Kraftstoff Biomethan führt zu deutlicher Reduzierung des CO2-Ausstoßes

„Dies gilt vor allem für Bereiche, in denen die fortschreitende
Elektromobilität nur schwer Einzug halten wird, wie im Schwerlastverkehr
oder bei Bau- und Landmaschinen. Hier kann die verstärkte Verwendung von
Biomethan – sei es als Bio-CNG (komprimiertes Biomethan) oder Bio-LNG
(verflüssigtes Biomethan) – zu einer deutlichen Reduzierung des
CO2-Ausstoßes führen“, fährt der Experte fort.

„Mit regenerativ erzeugtem Bio-LNG als LKW- und Landmaschinen-Treibstoff
kann der CO2-Ausstoß im Schnitt um mehr als 65 Prozent verringert werden“,
fasst  PD Dr. Lemmer seine Forschungsergebnisse zusammen. „Verwenden wir
ausschließlich Gülle als Ausgangsmaterial, dann ist die CO2-Bilanz sogar
negativ.“

Zweistufige Druckfermentation für höhere Methanproduktion

Gleich in zwei Projekten beschäftigen sich er und seine Arbeitsgruppe mit
der Umsetzung in die Praxis: Im Verbundprojekt probioLNG (Innovative
Prozesskette zur ressourceneffizienten Erzeugung von Bio-LNG) bauten sie
gemeinsam mit weiteren Projektbeteiligten aus Wissenschaft, Industrie und
Praxis eine Pilotanlage zur Bio-LNG-Erzeugung auf. Das Vorhaben wird vom
Bundesministerium für Bildung und Forschung (BMBF) gefördert.

Diese Anlage wurde gemeinsam mit dem KIT konzipiert und ist auf der
Forschungsstation „Unterer Lindenhof“ der Universität Hohenheim
stationiert. Sie ermöglicht es erstmals, neue Verfahren der
Biogasherstellung und Aufbereitung zu einer vollständigen Prozesskette zu
kombinieren. Der Clou dabei: eine zweistufige Druckfermentation.

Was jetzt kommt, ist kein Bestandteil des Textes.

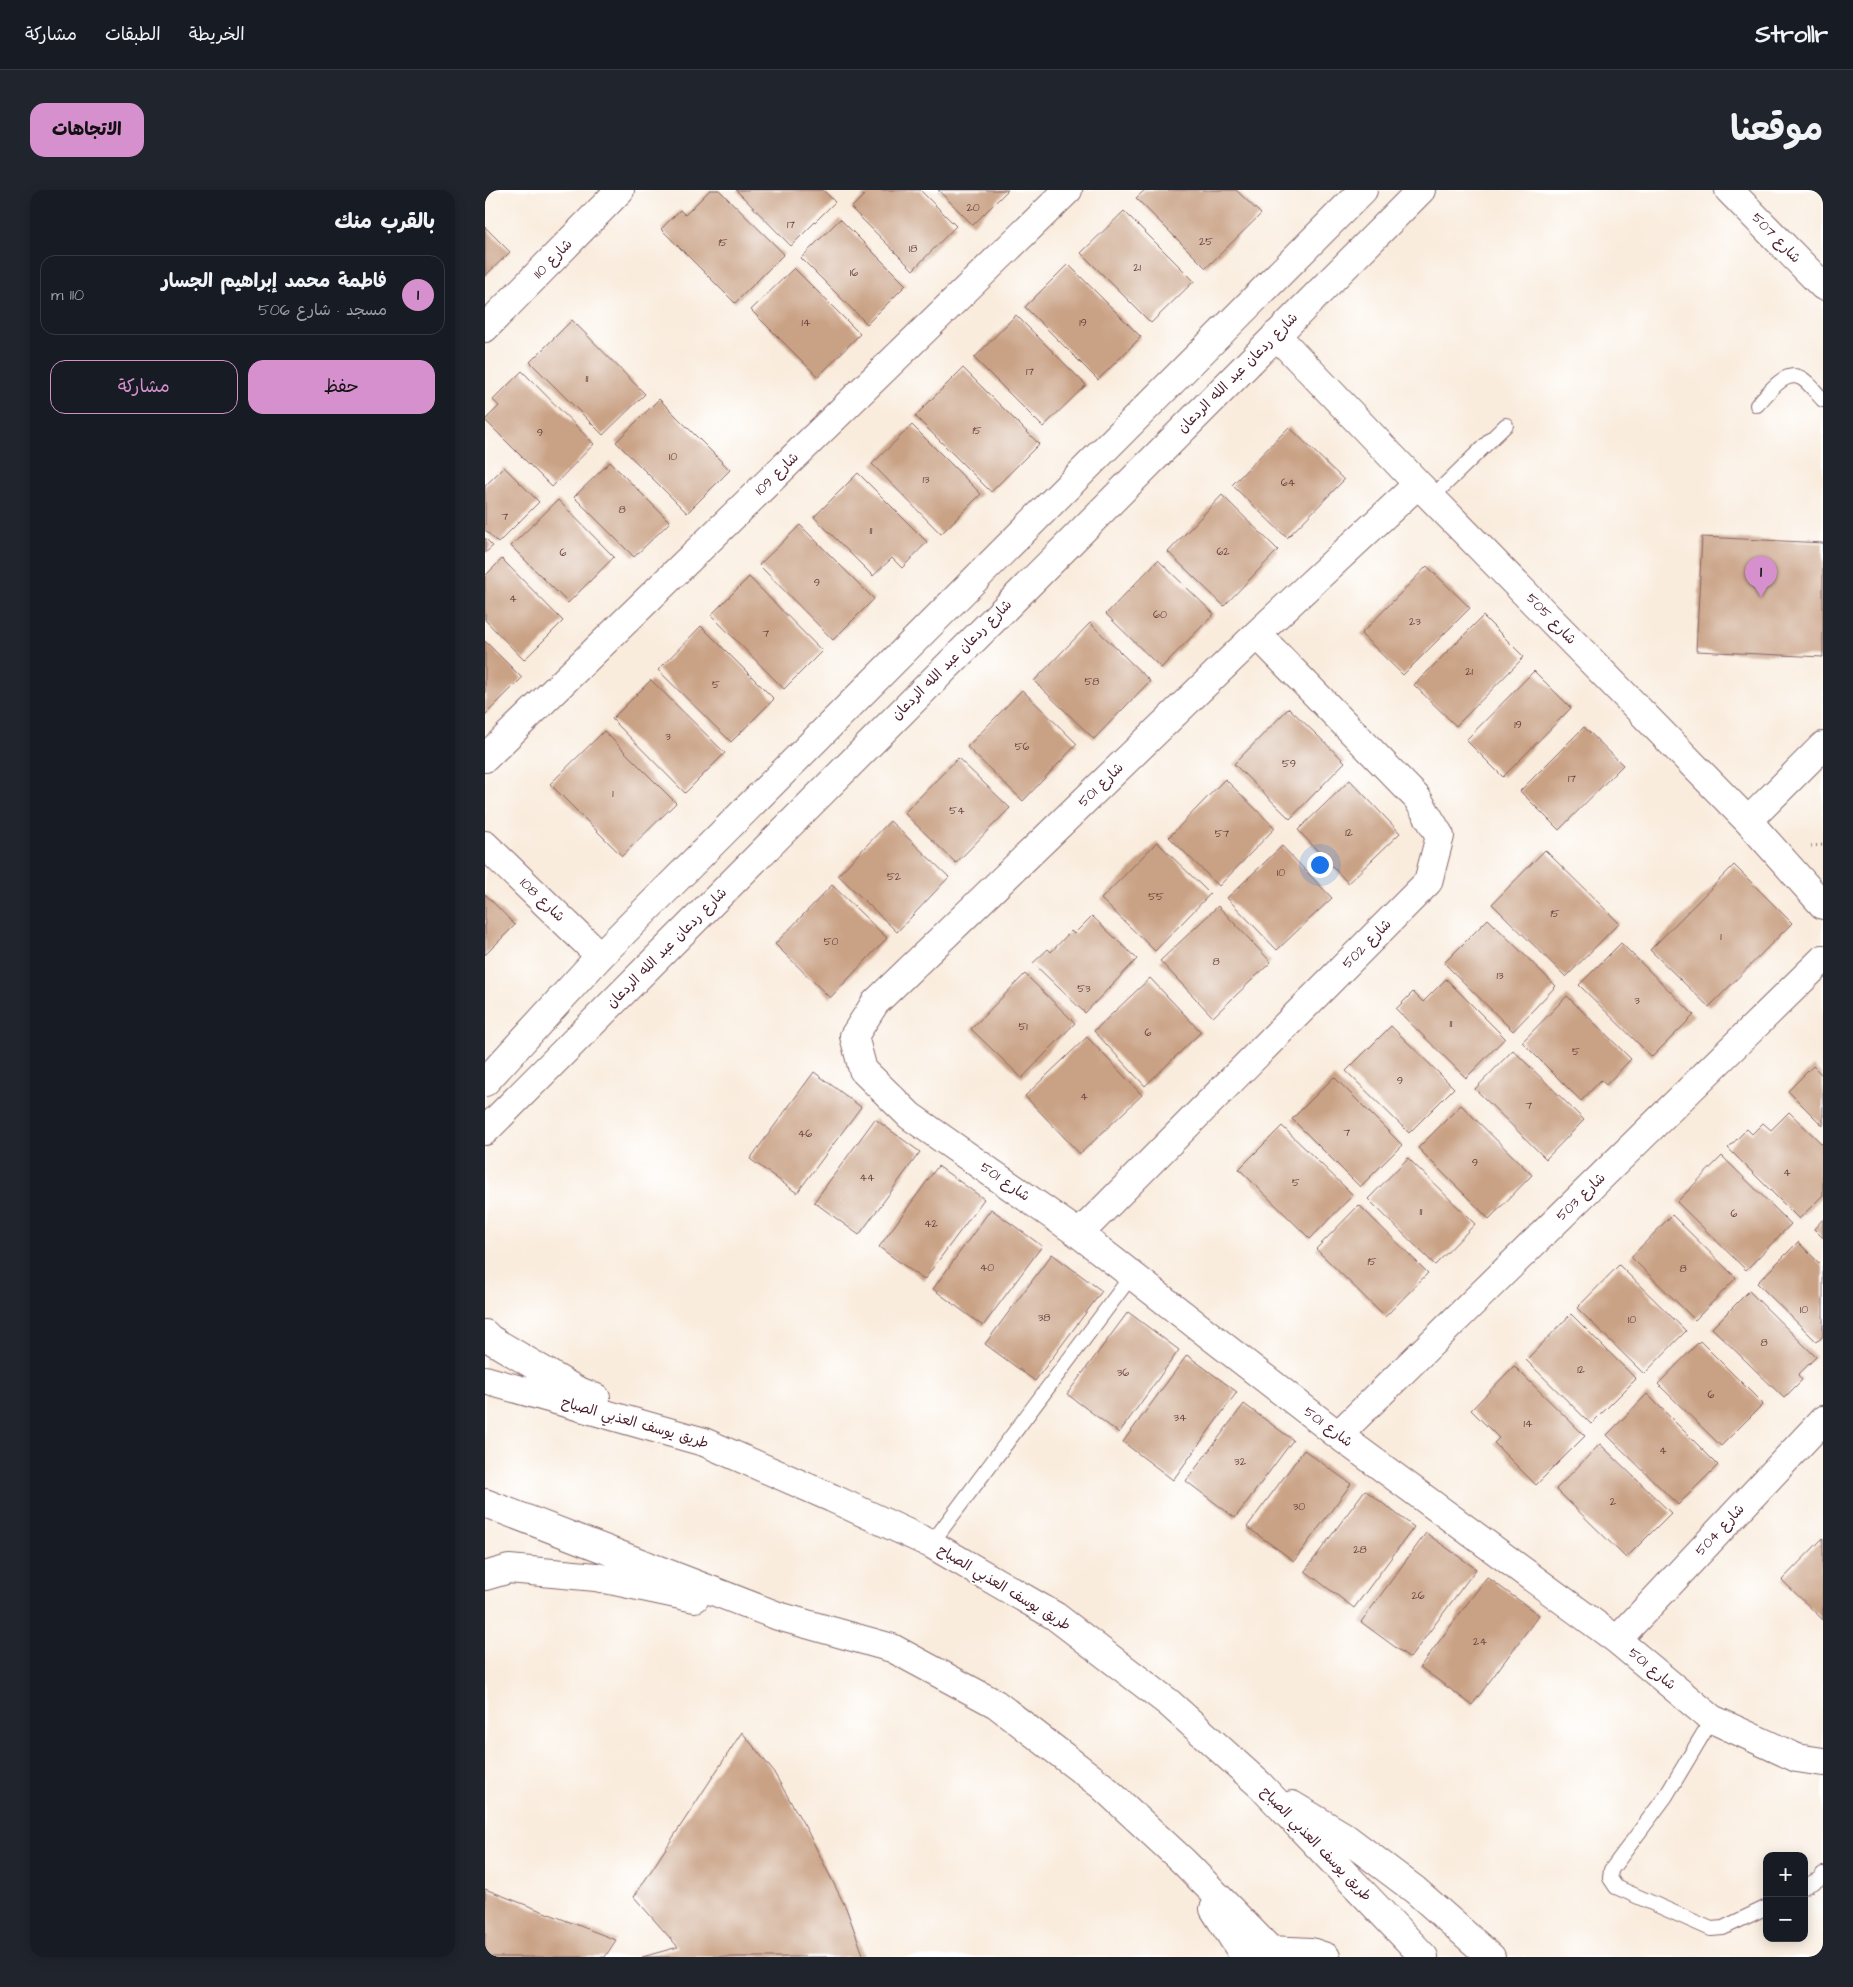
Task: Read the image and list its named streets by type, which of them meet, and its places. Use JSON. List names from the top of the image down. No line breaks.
{"streets":{"street":["شارع 507","شارع 110","شارع ردعان عبد الله الردعان","شارع 109","شارع 505","شارع 501","شارع 108","شارع 502","شارع 503","طريق يوسف العذبي الصباح","شارع 504"]},"crossings":[["شارع ردعان عبد الله الردعان","شارع 505"],["شارع 505","شارع 501"],["شارع 501","شارع 502"],["شارع 501","شارع 503"],["شارع 501","شارع 504"]],"house_numbers":["20","17","25","15","18","21","16","14","19","17","11","15","9","10","13","64","8","7","11","62","6","9","4","60","23","7","21","58","5","19","3","56","59","17","1","54","12","57","10","52","55","15","1","50","8","13","53","3","11","51","6","5","9","4","7","7","46","9","4","44","5","11","6","42","15","40","8","10","38","10","8","12","36","6","34","14","4","32","2","30","28","26","24"],"page":{"header":"Strollr","nav":["الخريطة","الطبقات","مشاركة"],"title":"موقعنا","buttons":["الاتجاهات",["حفظ","مشاركة"]],"heading":"بالقرب منك","list":[{"mark":"1","name":"فاطمة محمد إبراهيم الجسار","note":"مسجد · شارع 506","value":"110 m"}],"pins":"1","map_buttons":["+","−"]}}
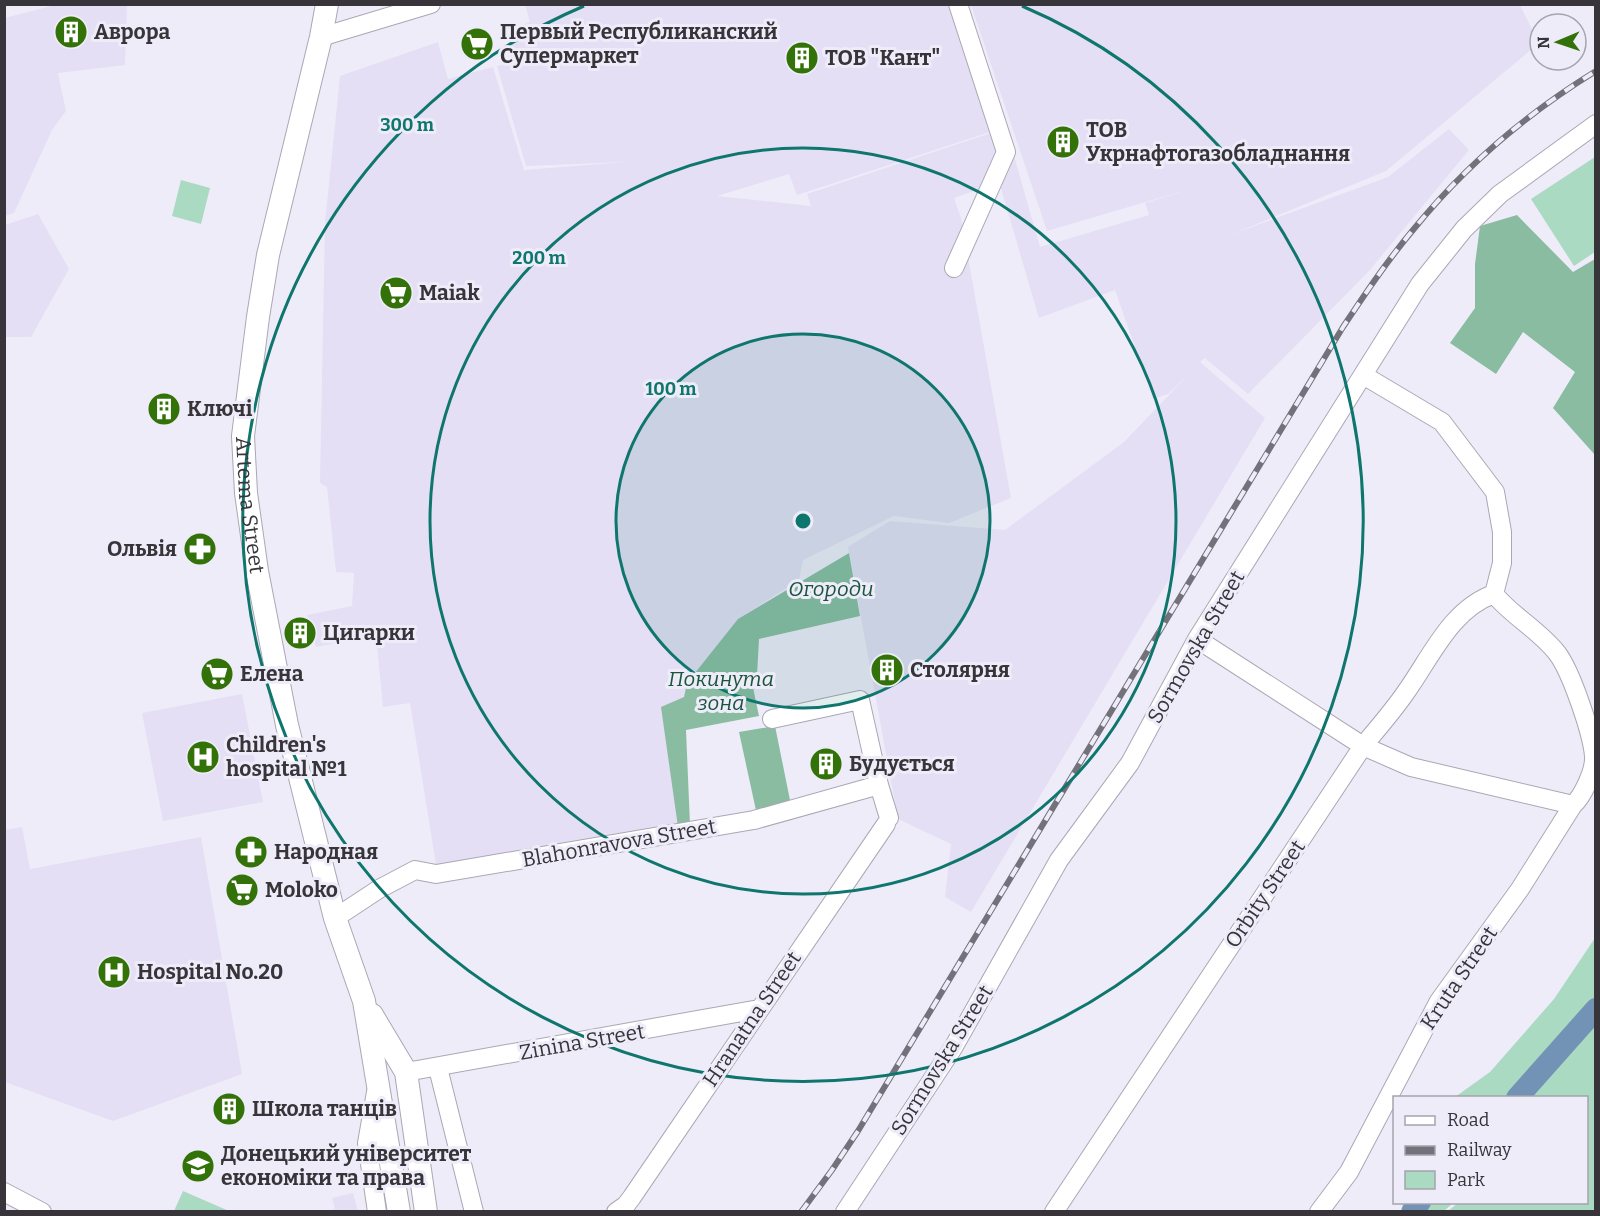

„Im Vergleich zur üblichen Biogasproduktion trennen wir zwei Schritte
räumlich, zeitlich und prozesstechnisch voneinander“, beschreibt Elena
Holl, Doktorandin in der Arbeitsgruppe. Zunächst zerlegen Mikroorganismen
in der sogenannten Hydrolyse feuchte Biomasse, wie beispielsweise Gülle,
organische Reststoffe oder Energiepflanzen in kleinere Moleküle. Im
zweiten Schritt wandeln spezielle Mikroorganismen diese Bausteine in
Methan um.

„Durch die Trennung der beiden Vorgänge können wir die Bedingungen, wie
beispielsweise Temperatur und pH-Wert, ideal an die Bedürfnisse der
verschiedenen Mikroorganismen anpassen und so die Methanproduktion
deutlich erhöhen“, erklärt Elena Holl. Diese steigt noch weiter, wenn
zusätzlich Wasserstoff eingeleitet wird: „Auf diese Weise erzeugen wir
Biogas mit einem Methangehalt von über 90 Volumenprozent“, so die
Wissenschaftlerin.

Biomethan im Linienbusverkehr

Mit einer der vielen Verwendungsmöglichkeiten des so erzeugten Biomethans
befasst sich das Verbundprojekt „NEOBus – negative Emission ÖPNV“, das vom
Ministerium für Ernährung, Ländlichen Raum und Verbraucherschutz Baden-
Württemberg (MLR) gefördert wird: Biomethan als klimafreundlicher
Treibstoff für Linienbusse im ÖPNV.

Dafür kann es in zwei Varianten eingesetzt werden, die die Forschenden
miteinander vergleichen: Wird Methan mit einem Druck von 350 bar
verdichtet, entsteht Bio-CNG, das in gasförmiger Form gespeichert werden
kann. Bei der Herstellung von Bio-LNG hingegen wird Methan auf -162 °C
abgekühlt und dadurch verflüssigt. Es kommt als gekühlter, flüssiger
Treibstoff zum Einsatz.

Das verflüssigte Methan dient als Kraftstoff für einen Bio-LNG-Hybridbus,
den ein Busunternehmer auf der Strecke Münsingen-Reutlingen im
Praxisalltag testet. Parallel wird an der Biogasanlage der Firma Duelli
eine neuartige Gasaufbereitung erprobt und das so erzeugte Bio-CNG in
einem Bus in der Region Ravensburg eingesetzt.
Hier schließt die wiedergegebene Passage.